The Obama-era Clean Power Plan (CPP) aimed to reduce greenhouse gas (GHG) emissions from fossil fuel-fired electric generating units – partly by replacing coal production with cleaner plants powered by solar, wind or natural gas. Two months after Donald Trump took office, the administration of the President of the U.S. (POTUS) announced plans to repeal the CPP as part of its campaign to reduce industry regulations. Activists tried to block the Trump administration’s efforts, until the U.S. Supreme Court ruled in October against any further court challenges to repealing the CPP.

According to the Washington Post, over the next decade the revised regulations would allow GHG emissions 12 times greater than those permitted under the CPP – a major setback to human health and U.S. efforts to reduce climate change. But industry reports say things may not get that bad – because the coal industry’s slide into oblivion is continuing despite the Republicans’ best efforts.

A research report published in October by the Institute for Energy Economics and Financial Analysis (IEEFA) calculated that 2018 would see a record decline in U.S. coal-plant capacity – with the shutdown of 44 units at 22 plants, amounting to a capacity decrease of 15.4 gigawatts. IEEFA analysts predicted that scheduled shutdowns over the next six years would reduce U.S. coal-fired capacity by 15 per cent – not including future closures that haven’t yet been announced.

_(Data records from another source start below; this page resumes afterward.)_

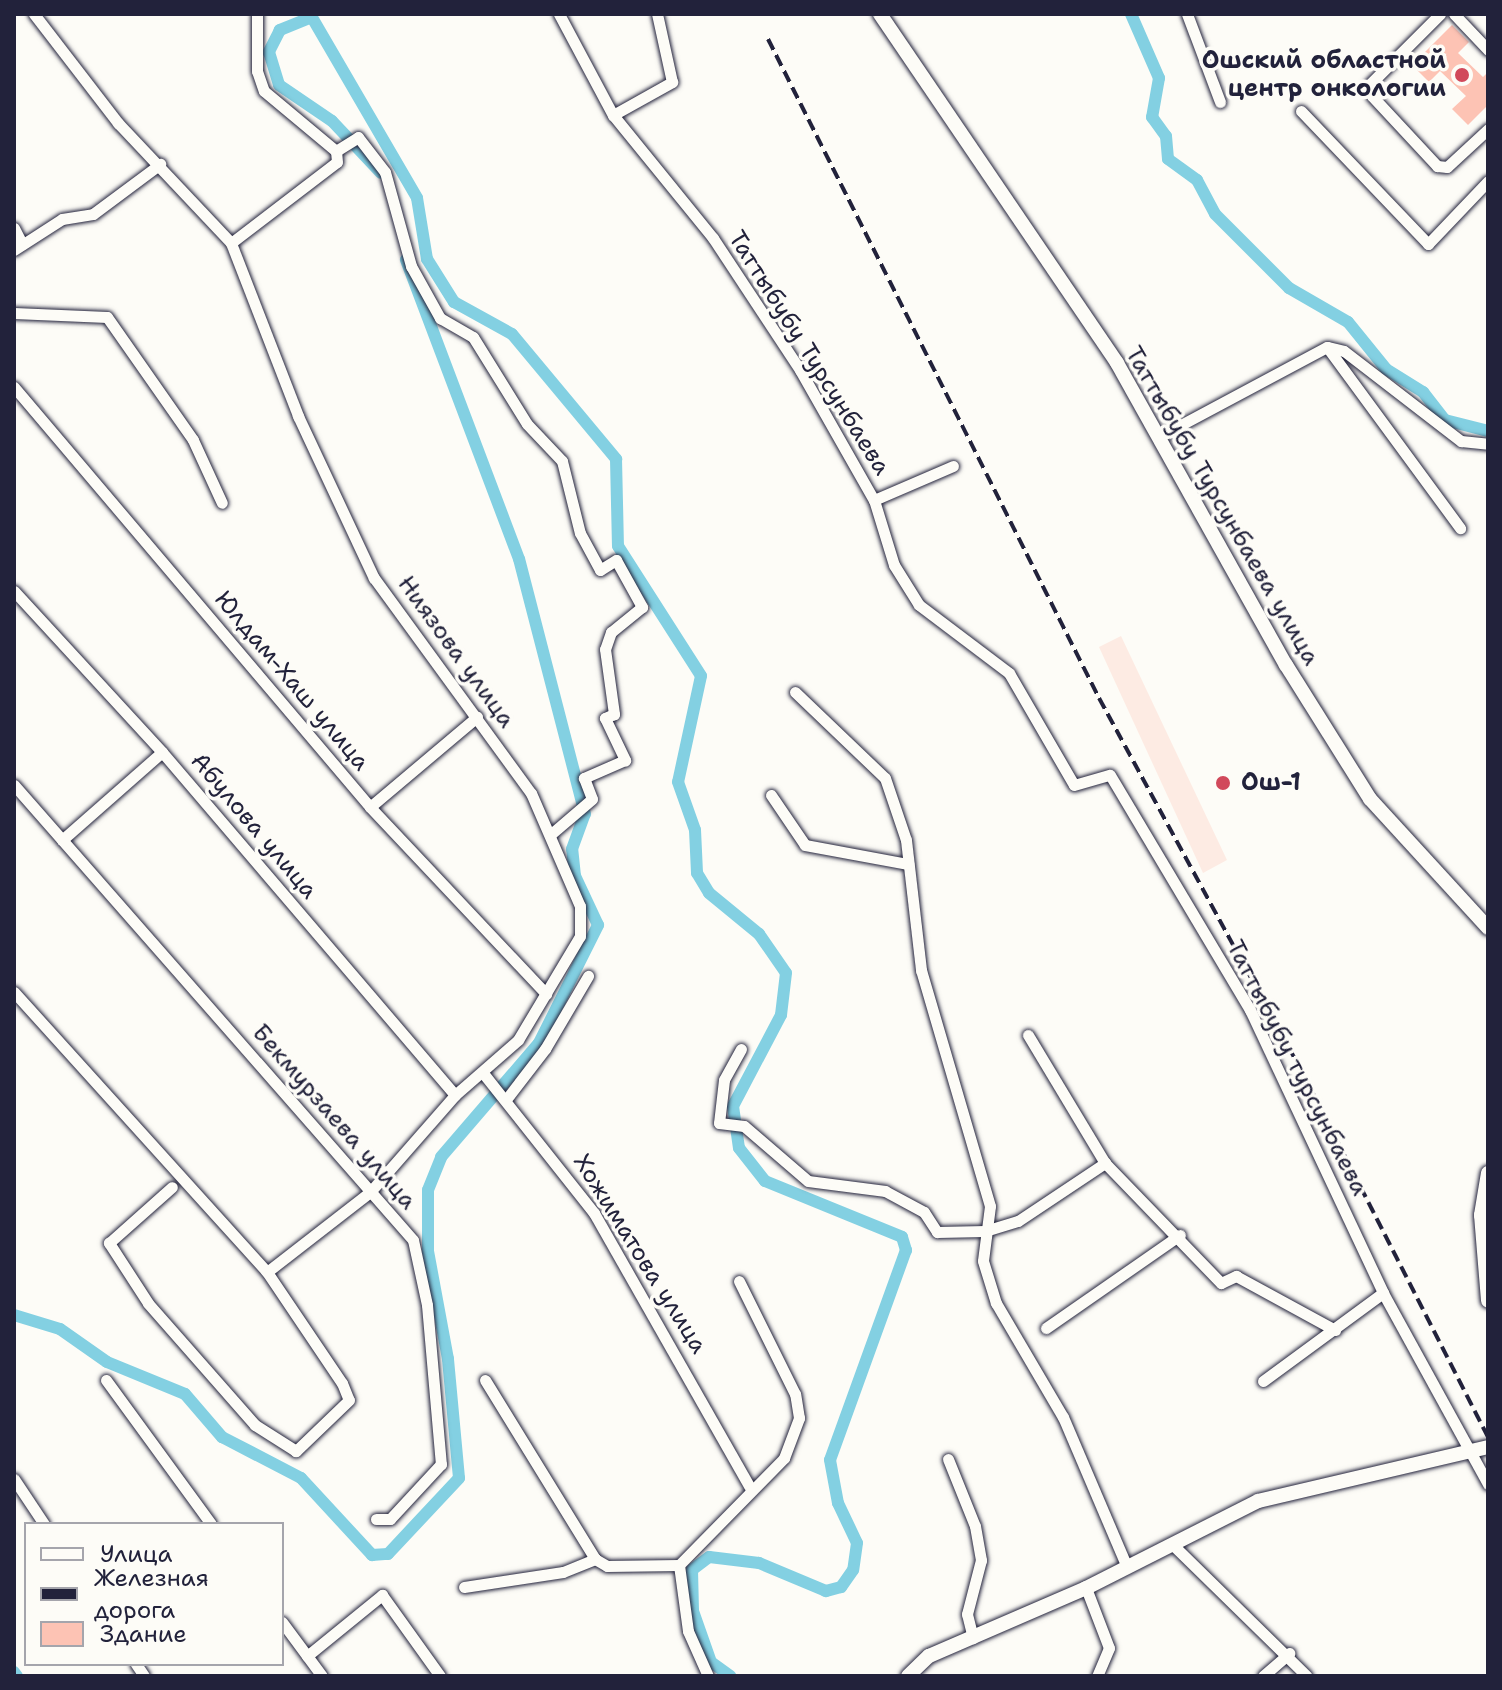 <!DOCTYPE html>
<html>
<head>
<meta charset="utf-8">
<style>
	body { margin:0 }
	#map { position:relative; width:1502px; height:1690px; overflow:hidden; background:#fdfcf7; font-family:"Shantell Sans",sans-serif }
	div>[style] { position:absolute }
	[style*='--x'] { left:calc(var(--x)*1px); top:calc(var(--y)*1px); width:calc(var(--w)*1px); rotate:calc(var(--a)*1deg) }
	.built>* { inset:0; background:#fdebe3 }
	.canal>* { height:12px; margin:-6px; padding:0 6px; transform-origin:6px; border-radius:6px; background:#83d0e2 }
	.building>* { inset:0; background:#fdc3b4 }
	.roads { filter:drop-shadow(0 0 2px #22223b) drop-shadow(0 0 2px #22223b) }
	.minor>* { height:11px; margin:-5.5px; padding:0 5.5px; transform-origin:5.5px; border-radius:5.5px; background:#fdfcf7 }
	.tertiary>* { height:14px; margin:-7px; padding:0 7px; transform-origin:7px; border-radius:7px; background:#fdfcf7 }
	.rail>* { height:4px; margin-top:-2px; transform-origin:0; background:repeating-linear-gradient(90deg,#22223b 0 12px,transparent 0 18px) }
	.dots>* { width:22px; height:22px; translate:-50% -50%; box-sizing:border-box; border:4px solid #fdfcf7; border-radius:50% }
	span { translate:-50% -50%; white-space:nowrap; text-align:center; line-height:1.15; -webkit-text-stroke:7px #fdfcf7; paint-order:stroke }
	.poi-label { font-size:24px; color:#22223b; font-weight:700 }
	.right { translate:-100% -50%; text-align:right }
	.left { translate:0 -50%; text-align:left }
	.street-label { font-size:24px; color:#22223b }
	.frame { position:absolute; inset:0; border:16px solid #22223b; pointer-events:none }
	.legend { position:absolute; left:24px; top:1522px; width:260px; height:144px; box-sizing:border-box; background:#fdfcf7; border:2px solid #a5a5ac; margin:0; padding:10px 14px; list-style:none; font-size:24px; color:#22223b }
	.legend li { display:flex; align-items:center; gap:16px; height:40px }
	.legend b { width:40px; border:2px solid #a5a5ac }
</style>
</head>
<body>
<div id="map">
	<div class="built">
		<i style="clip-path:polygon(1121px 636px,1227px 860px,1203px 873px,1099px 647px)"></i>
	</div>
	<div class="canal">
		<i style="--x:310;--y:14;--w:213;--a:59.8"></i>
		<i style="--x:417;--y:198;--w:62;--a:80.7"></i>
		<i style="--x:427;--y:259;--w:51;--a:57.9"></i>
		<i style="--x:454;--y:302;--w:66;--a:28.9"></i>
		<i style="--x:512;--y:334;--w:163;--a:50.2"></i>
		<i style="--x:616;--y:459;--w:87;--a:88.7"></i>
		<i style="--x:618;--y:546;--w:154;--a:57.4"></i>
		<i style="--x:701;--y:676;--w:108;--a:102.2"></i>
		<i style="--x:678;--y:782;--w:51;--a:70.5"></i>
		<i style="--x:695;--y:830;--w:43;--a:87.3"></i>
		<i style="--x:697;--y:873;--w:23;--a:59"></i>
		<i style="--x:709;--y:893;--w:65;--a:39.4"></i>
		<i style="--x:759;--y:934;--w:47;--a:55.3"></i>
		<i style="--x:786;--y:973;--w:42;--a:96.8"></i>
		<i style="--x:781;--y:1015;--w:103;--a:117.8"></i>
		<i style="--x:733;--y:1106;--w:42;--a:81.9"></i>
		<i style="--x:739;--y:1148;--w:42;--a:51.8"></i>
		<i style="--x:765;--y:1181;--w:148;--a:22.2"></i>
		<i style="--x:902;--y:1237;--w:14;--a:73"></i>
		<i style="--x:906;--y:1250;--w:223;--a:109.9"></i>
		<i style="--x:830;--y:1460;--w:44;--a:79.5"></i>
		<i style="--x:838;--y:1503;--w:44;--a:64.6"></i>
		<i style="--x:857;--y:1543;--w:27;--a:98"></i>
		<i style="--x:853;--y:1570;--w:21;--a:125"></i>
		<i style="--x:841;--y:1587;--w:16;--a:165"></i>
		<i style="--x:826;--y:1591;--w:73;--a:-157.3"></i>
		<i style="--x:759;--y:1563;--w:50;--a:-173.2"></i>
		<i style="--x:709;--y:1557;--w:21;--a:143"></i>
		<i style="--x:692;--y:1570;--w:41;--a:88.6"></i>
		<i style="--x:693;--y:1611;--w:54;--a:70.6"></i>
		<i style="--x:711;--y:1662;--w:24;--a:36"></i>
		<i style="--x:1131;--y:14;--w:70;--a:66.4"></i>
		<i style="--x:1159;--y:78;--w:40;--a:100"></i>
		<i style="--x:1152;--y:117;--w:24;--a:54"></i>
		<i style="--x:1166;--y:136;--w:23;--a:85"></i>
		<i style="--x:1168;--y:159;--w:36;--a:36"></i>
		<i style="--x:1197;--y:180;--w:38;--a:62"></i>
		<i style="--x:1215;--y:214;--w:105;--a:45"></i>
		<i style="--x:1289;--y:288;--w:68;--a:30"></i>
		<i style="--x:1348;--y:322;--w:60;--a:51"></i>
		<i style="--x:1386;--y:369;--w:44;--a:31.9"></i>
		<i style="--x:1423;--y:392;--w:36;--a:52"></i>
		<i style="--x:1445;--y:420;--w:44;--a:14.3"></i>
		<i style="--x:312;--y:17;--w:35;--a:158"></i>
		<i style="--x:280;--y:30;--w:25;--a:117"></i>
		<i style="--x:269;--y:52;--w:34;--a:73"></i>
		<i style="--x:279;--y:85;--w:64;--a:34.2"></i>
		<i style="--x:332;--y:121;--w:71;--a:46.7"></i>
		<i style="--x:14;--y:1315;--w:48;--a:16.9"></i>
		<i style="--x:60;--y:1329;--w:57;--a:35.1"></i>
		<i style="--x:107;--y:1362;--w:84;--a:22.3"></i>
		<i style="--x:185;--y:1394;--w:57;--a:49.3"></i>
		<i style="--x:222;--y:1437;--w:89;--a:27.4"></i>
		<i style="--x:301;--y:1478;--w:105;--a:47.3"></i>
		<i style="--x:372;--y:1555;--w:16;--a:-4"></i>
		<i style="--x:388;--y:1554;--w:104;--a:-46.9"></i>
		<i style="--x:459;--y:1478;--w:120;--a:-95.3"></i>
		<i style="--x:448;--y:1359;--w:110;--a:-100.5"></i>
		<i style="--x:428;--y:1251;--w:61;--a:-90"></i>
		<i style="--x:428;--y:1190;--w:35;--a:-68"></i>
		<i style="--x:441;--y:1157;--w:150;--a:-49.3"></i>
		<i style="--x:539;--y:1043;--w:132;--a:-63.4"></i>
		<i style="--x:598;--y:925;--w:54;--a:-115.1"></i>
		<i style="--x:575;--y:876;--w:27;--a:-96"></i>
		<i style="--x:572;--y:849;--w:37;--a:-70"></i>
		<i style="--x:585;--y:814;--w:263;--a:-104.5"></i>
		<i style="--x:519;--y:559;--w:320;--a:-110.7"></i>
		<i style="--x:14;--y:1672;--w:5;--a:53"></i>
	</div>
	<div class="building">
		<i style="clip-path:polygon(1452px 25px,1469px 42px,1458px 53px,1483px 77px,1488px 72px,1488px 105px,1468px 125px,1452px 109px,1466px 96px,1440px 71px,1429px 82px,1412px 65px)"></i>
	</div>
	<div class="roads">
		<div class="minor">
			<i style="--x:34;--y:14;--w:138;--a:52.4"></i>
			<i style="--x:118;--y:123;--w:165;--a:46.7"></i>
			<i style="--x:231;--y:243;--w:186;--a:68.8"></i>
			<i style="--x:298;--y:416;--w:179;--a:64.9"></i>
			<i style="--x:374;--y:578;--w:266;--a:53.9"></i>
			<i style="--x:531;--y:793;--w:123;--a:66.6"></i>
			<i style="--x:580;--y:906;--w:30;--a:90"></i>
			<i style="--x:580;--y:936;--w:121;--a:120.8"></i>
			<i style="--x:518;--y:1040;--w:84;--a:138.9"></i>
			<i style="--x:455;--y:1095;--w:129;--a:131.2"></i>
			<i style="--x:370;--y:1192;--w:130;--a:142.2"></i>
			<i style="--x:257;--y:14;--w:57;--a:90"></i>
			<i style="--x:257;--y:71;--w:21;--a:71"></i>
			<i style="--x:264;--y:91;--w:94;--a:39.8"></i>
			<i style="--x:559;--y:14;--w:115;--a:61.9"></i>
			<i style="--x:613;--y:115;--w:159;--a:50.9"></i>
			<i style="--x:713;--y:238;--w:158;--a:56.6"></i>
			<i style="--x:800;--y:370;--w:150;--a:60.4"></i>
			<i style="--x:874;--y:500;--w:68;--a:72.9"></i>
			<i style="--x:894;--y:565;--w:47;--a:58"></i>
			<i style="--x:919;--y:605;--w:113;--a:37.1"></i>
			<i style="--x:1009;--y:673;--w:129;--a:59.9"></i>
			<i style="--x:1074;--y:785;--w:37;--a:-16"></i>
			<i style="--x:1110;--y:775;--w:274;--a:59.2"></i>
			<i style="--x:1250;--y:1010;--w:313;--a:64.8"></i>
			<i style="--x:1383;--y:1293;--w:218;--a:61.2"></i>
			<i style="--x:1187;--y:14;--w:94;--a:69.4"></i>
			<i style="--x:1440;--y:14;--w:99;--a:135"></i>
			<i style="--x:1370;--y:84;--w:12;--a:81"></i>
			<i style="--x:1372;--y:96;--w:96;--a:47.1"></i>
			<i style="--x:1437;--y:166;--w:10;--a:6"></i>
			<i style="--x:1447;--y:167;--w:56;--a:-42.8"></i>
			<i style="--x:1454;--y:14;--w:50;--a:46.6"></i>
			<i style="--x:1301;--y:111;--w:184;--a:46.3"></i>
			<i style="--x:1428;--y:244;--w:87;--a:-46.4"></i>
			<i style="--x:613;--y:115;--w:68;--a:-29.2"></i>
			<i style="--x:672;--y:82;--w:70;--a:-102.4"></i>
			<i style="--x:336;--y:151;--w:26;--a:-32"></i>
			<i style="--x:358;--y:137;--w:44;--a:52.4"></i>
			<i style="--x:385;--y:172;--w:98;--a:74.5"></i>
			<i style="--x:411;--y:266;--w:60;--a:60.9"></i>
			<i style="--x:440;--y:318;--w:38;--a:30"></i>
			<i style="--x:473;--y:337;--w:102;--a:58.2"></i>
			<i style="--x:527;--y:424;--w:51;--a:46.6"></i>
			<i style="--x:562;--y:461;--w:74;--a:76"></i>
			<i style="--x:580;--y:533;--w:42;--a:61.6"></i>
			<i style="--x:600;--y:570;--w:19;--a:-32"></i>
			<i style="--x:616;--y:560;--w:54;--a:61"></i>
			<i style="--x:642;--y:607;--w:40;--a:141"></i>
			<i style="--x:611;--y:632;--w:18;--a:109"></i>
			<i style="--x:605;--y:649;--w:66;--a:82.1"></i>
			<i style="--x:614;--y:714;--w:10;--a:156"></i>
			<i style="--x:605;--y:718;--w:47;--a:64.5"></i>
			<i style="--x:625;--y:760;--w:45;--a:156.3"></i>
			<i style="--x:584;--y:778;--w:22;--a:69"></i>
			<i style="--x:592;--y:799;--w:54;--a:139.5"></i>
			<i style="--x:14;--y:228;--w:18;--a:63"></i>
			<i style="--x:231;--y:243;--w:133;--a:-37.4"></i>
			<i style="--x:337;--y:162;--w:11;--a:-95"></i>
			<i style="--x:14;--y:250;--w:57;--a:-32.9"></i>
			<i style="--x:62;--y:219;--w:31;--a:-9"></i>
			<i style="--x:93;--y:214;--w:84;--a:-36.7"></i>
			<i style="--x:14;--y:313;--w:93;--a:2.5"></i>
			<i style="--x:107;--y:317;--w:150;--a:55"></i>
			<i style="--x:193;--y:440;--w:69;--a:65.3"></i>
			<i style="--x:1328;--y:347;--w:16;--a:14"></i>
			<i style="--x:1344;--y:351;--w:148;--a:37.6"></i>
			<i style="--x:1461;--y:441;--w:27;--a:6"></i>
			<i style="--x:14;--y:387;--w:551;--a:49.71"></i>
			<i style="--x:370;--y:807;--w:257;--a:46.7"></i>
			<i style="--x:1162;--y:435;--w:187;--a:-28.1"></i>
			<i style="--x:1327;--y:347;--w:225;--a:53.7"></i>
			<i style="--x:874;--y:500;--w:86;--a:-23.3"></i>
			<i style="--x:14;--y:591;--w:219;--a:47.4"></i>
			<i style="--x:162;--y:752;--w:451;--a:49.5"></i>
			<i style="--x:795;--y:692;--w:124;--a:43.7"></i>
			<i style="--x:885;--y:778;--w:65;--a:71.3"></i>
			<i style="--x:906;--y:840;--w:131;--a:83.4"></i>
			<i style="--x:921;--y:970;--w:246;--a:73.7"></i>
			<i style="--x:990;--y:1206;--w:55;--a:97.3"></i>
			<i style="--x:983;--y:1261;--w:44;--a:72.8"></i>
			<i style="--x:996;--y:1303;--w:132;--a:59.6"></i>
			<i style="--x:1063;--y:1417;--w:163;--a:66.9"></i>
			<i style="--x:14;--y:785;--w:605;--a:48.75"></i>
			<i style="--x:413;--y:1240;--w:66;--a:77.8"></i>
			<i style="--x:427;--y:1305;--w:160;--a:85"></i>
			<i style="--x:441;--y:1464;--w:75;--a:132.8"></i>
			<i style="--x:390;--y:1519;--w:14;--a:180"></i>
			<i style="--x:771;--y:795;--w:60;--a:55.8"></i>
			<i style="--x:805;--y:845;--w:105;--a:10.5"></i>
			<i style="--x:370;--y:807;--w:140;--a:-40.1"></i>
			<i style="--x:62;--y:840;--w:133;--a:-41.3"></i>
			<i style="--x:14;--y:992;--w:377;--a:47.9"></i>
			<i style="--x:267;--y:1272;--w:134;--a:56"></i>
			<i style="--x:342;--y:1383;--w:18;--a:68"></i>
			<i style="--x:349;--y:1400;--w:74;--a:136.1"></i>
			<i style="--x:296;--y:1451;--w:49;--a:-147.6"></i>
			<i style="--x:255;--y:1425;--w:162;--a:-131.3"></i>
			<i style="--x:148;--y:1303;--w:72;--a:-123"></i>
			<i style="--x:109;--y:1243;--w:84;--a:-41.6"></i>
			<i style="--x:1028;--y:1035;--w:149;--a:59"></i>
			<i style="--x:1105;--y:1163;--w:167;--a:46"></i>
			<i style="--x:1221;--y:1283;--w:17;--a:-25"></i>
			<i style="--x:1236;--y:1276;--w:113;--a:28.6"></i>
			<i style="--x:741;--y:1049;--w:35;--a:119"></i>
			<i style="--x:724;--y:1080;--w:43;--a:96.6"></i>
			<i style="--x:719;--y:1123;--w:25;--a:7"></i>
			<i style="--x:744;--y:1126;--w:84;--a:40.7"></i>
			<i style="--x:808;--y:1181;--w:78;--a:7.4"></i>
			<i style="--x:885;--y:1191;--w:44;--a:28.3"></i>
			<i style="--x:924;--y:1212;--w:24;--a:57"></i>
			<i style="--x:937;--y:1232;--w:48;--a:-1.2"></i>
			<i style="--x:985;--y:1231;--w:34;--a:-17"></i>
			<i style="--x:1018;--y:1221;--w:105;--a:-33.7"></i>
			<i style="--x:483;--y:1073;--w:179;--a:51.6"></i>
			<i style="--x:594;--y:1213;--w:314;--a:60.4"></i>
			<i style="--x:508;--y:1097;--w:61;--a:-52.4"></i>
			<i style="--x:545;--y:1049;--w:85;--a:-59.5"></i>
			<i style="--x:1046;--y:1328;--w:163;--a:-34.8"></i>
			<i style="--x:106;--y:1380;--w:178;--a:53.9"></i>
			<i style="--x:485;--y:1380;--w:210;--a:58.4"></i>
			<i style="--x:595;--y:1559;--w:14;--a:30"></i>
			<i style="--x:607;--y:1566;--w:72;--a:-0.8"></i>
			<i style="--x:1263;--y:1381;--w:149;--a:-36.3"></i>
			<i style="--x:948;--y:1459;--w:72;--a:68.1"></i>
			<i style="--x:975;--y:1526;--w:35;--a:80"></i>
			<i style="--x:981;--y:1560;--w:56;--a:104.5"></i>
			<i style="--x:967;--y:1614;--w:25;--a:76"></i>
			<i style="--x:14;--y:1479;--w:54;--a:56.3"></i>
			<i style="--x:1173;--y:1545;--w:187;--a:44.4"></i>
			<i style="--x:464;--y:1587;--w:100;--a:-8.6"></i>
			<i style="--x:563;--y:1572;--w:35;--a:-22"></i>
			<i style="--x:1086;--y:1588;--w:64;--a:69"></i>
			<i style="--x:1109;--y:1648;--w:30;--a:113"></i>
			<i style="--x:282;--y:1622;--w:67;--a:53.5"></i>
			<i style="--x:307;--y:1656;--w:97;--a:-39.1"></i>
			<i style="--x:382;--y:1595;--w:100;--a:54.4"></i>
			<i style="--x:136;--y:1664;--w:14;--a:56"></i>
			<i style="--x:708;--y:1676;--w:49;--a:-114"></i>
			<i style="--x:688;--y:1631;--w:67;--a:-97.8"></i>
			<i style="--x:679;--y:1565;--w:150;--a:-45.5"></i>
			<i style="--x:784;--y:1458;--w:43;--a:-69.4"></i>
			<i style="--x:799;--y:1418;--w:24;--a:-99"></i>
			<i style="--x:795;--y:1394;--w:126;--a:-116.4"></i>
			<i style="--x:1263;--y:1676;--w:35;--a:-41"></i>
		</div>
		<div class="tertiary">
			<i style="--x:880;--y:14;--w:422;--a:55.8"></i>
			<i style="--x:1117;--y:363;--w:346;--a:60.8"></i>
			<i style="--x:1286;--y:665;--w:158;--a:57.9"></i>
			<i style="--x:1370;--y:799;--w:175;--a:47.5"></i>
			<i style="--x:1488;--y:1173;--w:43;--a:99.5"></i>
			<i style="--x:1481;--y:1215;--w:86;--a:85.3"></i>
			<i style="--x:908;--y:1676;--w:29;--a:-44"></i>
			<i style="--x:929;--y:1656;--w:171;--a:-23.4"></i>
			<i style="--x:1086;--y:1588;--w:193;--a:-26.8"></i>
			<i style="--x:1258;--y:1501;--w:236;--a:-13.2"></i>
		</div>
	</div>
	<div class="rail">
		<i style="--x:768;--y:39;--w:737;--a:63.33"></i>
		<i style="--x:1099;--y:698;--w:428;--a:61.5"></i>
		<i style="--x:1303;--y:1074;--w:407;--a:63"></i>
	</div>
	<div class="dots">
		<i style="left:1462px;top:75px;background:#d1495b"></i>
		<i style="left:1223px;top:783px;background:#d1495b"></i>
	</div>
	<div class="poi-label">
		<span class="right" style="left:1446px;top:75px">Ошский областной<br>центр онкологии</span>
		<span class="left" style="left:1241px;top:783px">Ош-1</span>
	</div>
	<div class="street-label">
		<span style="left:809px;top:353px;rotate:58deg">Таттыбубу Турсунбаева</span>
		<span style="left:1222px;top:506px;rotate:60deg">Таттыбубу Турсунбаева улица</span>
		<span style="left:456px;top:652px;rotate:54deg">Ниязова улица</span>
		<span style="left:292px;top:681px;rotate:50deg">Юлдам-Хаш улица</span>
		<span style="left:254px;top:826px;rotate:50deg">Абулова улица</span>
		<span style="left:1297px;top:1068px;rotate:63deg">Таттыбубу турсунбаева</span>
		<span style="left:334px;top:1117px;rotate:49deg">Бекмурзаева улица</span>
		<span style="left:640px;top:1254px;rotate:58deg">Хожиматова улица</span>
	</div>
	<div class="frame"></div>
	<ul class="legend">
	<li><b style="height:10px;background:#fdfcf7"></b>Улица</li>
	<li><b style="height:10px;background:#22223b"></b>Железная дорога</li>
	<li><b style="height:22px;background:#fdc3b4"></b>Здание</li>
	</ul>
</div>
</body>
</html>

The report said older coal-fired plants just can't compete, “as renewables and gas-fired generation are proving cheaper and more flexible.“ The report’s author, data analyst Seth Feaster, told Green Tech Media the IEEFA knows of several more coal plants now under review. “We are also aware of some other plants and units that are now running at low capacity factors, and are likely to get closed in the next few years.”